İşte bu sebeplerden dolayı, Moskova´nın talimatı ile Kuzey Kore kuvvetleri, 25 Haziran 1950 sabahından itibaren Güney Kore´ye karşı saldırıya geçti. Saldırının bütün sınır boyunca yapılması her şeyin önceden planlandığını gösteriyordu.
Bu açık saldırganlık karşısında Amerika, Birleşmiş Milletler´i harekete geçirdi. Güvenlik Konseyi, Birleşmiş Milletler Antlaşması hükümleri gereğince, Güney Kore´nin yardımına gönderilmek üzere çeşitli milletlerin askerlerinden meydana gelen, fakat esas yükü Amerika´nın sırtlandığı bir Birleşmiş Milletler Kuvveti oluşturdu. Bu kuvvetin komutanlığına Amerikalı general MacArthur getirildi.
Türkiye, Birleşmiş Milletler Kuvveti´ne tek tugaylık bir kuvvetle katıldı. Milli Mücadele´den beri savaş alanlarına girmemiş olan Türk askeri, Kore Savaşı´nda, gerçekten destan denebilecek kahramanlık örnekleri vermiştir. Kore´de akan Türk kanı ve Türk kahramanlığı, Türkiye´nin 1951 yılında NATO´ya alınmasında çok önemli bir rol oynamıştır.

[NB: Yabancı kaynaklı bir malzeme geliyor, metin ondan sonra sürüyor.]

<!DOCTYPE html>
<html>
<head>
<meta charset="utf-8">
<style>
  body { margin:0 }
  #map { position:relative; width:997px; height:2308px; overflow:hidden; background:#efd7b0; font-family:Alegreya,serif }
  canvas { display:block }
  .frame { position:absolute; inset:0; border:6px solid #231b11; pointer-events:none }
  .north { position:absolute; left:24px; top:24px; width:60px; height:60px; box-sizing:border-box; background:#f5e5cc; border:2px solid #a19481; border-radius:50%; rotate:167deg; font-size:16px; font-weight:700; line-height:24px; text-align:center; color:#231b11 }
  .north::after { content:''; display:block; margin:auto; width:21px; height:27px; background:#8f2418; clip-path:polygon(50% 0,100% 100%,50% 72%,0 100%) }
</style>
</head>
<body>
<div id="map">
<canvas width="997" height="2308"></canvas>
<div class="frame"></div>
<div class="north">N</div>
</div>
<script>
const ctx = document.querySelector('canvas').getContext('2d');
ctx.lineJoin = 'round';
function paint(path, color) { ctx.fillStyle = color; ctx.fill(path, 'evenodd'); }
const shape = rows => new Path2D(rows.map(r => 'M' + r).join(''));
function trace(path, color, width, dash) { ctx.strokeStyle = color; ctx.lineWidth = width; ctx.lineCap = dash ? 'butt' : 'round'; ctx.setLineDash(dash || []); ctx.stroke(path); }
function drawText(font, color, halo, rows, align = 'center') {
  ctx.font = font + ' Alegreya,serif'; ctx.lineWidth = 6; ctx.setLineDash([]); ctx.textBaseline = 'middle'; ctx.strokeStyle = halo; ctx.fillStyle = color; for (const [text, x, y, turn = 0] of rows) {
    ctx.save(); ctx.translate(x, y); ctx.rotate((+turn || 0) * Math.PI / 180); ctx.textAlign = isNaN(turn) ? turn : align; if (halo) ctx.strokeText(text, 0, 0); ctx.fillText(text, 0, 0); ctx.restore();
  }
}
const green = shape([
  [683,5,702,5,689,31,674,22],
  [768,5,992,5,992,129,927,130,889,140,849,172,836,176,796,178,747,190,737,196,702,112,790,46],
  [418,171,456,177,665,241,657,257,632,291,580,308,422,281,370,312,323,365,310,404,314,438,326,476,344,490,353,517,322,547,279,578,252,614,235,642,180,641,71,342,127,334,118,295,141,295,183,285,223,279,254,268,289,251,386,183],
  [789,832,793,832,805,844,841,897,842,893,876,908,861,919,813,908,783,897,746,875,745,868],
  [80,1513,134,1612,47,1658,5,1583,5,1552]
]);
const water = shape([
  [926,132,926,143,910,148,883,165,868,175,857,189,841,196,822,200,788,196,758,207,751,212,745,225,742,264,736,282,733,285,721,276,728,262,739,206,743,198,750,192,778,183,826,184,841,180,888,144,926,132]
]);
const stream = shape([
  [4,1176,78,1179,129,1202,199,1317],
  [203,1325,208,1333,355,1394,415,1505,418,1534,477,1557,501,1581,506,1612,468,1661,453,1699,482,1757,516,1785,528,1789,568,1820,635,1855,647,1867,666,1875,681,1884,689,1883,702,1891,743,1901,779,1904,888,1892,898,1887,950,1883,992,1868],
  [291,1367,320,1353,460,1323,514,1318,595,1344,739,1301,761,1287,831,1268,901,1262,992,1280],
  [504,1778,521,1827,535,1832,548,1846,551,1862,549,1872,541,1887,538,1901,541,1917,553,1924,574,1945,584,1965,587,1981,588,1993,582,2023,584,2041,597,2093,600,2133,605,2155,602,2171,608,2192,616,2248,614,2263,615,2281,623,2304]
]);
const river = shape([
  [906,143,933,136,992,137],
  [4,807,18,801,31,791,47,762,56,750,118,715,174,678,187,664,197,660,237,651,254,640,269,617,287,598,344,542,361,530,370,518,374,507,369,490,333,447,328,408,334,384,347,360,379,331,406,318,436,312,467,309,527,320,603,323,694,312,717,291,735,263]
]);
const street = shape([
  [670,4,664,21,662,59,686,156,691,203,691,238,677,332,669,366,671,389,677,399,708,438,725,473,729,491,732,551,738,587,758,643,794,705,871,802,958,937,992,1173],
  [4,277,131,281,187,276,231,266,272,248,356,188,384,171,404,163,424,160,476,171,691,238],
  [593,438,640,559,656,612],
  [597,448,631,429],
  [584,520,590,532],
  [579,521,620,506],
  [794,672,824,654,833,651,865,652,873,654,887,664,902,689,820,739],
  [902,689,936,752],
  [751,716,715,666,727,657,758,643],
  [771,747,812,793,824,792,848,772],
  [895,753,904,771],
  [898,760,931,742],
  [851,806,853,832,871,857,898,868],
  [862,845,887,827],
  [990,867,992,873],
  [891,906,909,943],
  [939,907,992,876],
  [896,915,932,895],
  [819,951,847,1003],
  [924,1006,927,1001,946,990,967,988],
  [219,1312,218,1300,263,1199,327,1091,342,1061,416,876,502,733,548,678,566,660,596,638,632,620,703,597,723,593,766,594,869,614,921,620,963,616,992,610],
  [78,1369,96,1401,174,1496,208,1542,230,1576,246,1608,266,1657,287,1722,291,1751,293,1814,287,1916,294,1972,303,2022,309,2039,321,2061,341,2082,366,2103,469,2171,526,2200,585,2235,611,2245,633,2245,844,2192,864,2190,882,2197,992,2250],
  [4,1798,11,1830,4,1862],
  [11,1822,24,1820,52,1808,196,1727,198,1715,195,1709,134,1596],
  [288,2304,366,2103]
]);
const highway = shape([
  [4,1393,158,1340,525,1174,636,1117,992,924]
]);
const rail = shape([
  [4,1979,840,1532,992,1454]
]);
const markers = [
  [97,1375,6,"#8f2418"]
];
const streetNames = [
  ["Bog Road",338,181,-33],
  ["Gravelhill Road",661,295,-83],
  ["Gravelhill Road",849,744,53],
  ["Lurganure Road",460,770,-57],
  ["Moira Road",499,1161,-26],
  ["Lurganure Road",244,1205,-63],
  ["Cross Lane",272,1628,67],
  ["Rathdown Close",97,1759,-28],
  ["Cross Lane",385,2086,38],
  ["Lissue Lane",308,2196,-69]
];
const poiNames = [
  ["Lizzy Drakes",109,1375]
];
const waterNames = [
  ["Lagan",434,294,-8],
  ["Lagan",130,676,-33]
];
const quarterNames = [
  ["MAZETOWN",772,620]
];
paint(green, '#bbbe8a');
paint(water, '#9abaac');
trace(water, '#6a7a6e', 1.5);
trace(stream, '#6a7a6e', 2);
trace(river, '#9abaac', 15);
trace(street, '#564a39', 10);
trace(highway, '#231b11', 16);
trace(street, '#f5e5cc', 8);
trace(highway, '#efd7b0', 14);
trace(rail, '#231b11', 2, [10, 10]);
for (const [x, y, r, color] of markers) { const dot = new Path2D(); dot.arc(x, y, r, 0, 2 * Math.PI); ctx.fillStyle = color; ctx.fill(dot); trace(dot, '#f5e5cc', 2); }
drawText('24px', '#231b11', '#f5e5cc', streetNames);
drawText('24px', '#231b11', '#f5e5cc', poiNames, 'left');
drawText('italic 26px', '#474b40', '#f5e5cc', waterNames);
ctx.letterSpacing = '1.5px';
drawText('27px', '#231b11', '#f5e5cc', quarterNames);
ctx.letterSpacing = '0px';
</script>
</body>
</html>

1950 Haziranında başlayan Kore Savaşı, 1953 Temmuzunda Panmunjom mütarekesinin imzası ile neticelenmiştir. Bu 3 yıllık süre içinde taraflardan hiç biri kesin bir üstünlük gösterip zafere gidememiştir. Çünkü, 1950 Ekiminden itibaren Komünist Çin, gönüllü adı altında gönderdiği silahlı kuvvetleri ile Kore Savaşı´na dahil olmuştur. Bununla beraber, hem Sovyet Rusya ve Çin, hem de Amerika, bu savaşı Kore´nin sınırları dışına taşırmamaya dikkat etmişlerdir. Zira yanlış bir hareket bir genel savaşa neden olabilirdi.
Kore Savaşı´nı sona erdirecek mütareke görüşmeleri, 1951 yılı Temmuzunda başladı. Mütareke teklifi Kuzey Kore´den geldi. Mütareke görüşmeleri 2 yıl sürdü ve bu görüşmeler sırasında da çarpışmalar devam etti. Nihayet, Sovyet lideri Stalin´in 1953 Martında ölmesi ve içerideki iktidar mücadelesi dolayısıyla, Sovyet Rusya mütarekeye razı oldu ve mütareke anlaşması 27 Temmuz 1953´te Panmunjom´da imzalandı. Gerek mütareke görüşmelerine, gerek mütarekenin imzasına, "gönüllüler" adına Çin Halk Cumhuriyeti de katılmıştır.
Panmunjom Mütarekesi ile Kuzey ve Güney Kore arasındaki sınır, yine 38. enlem çizgisi oluyordu. Değişen bir şey yoktu. Fakat Sovyetler de Amerika´yı Kore´den çıkaramayacaklarını anlamışlardı.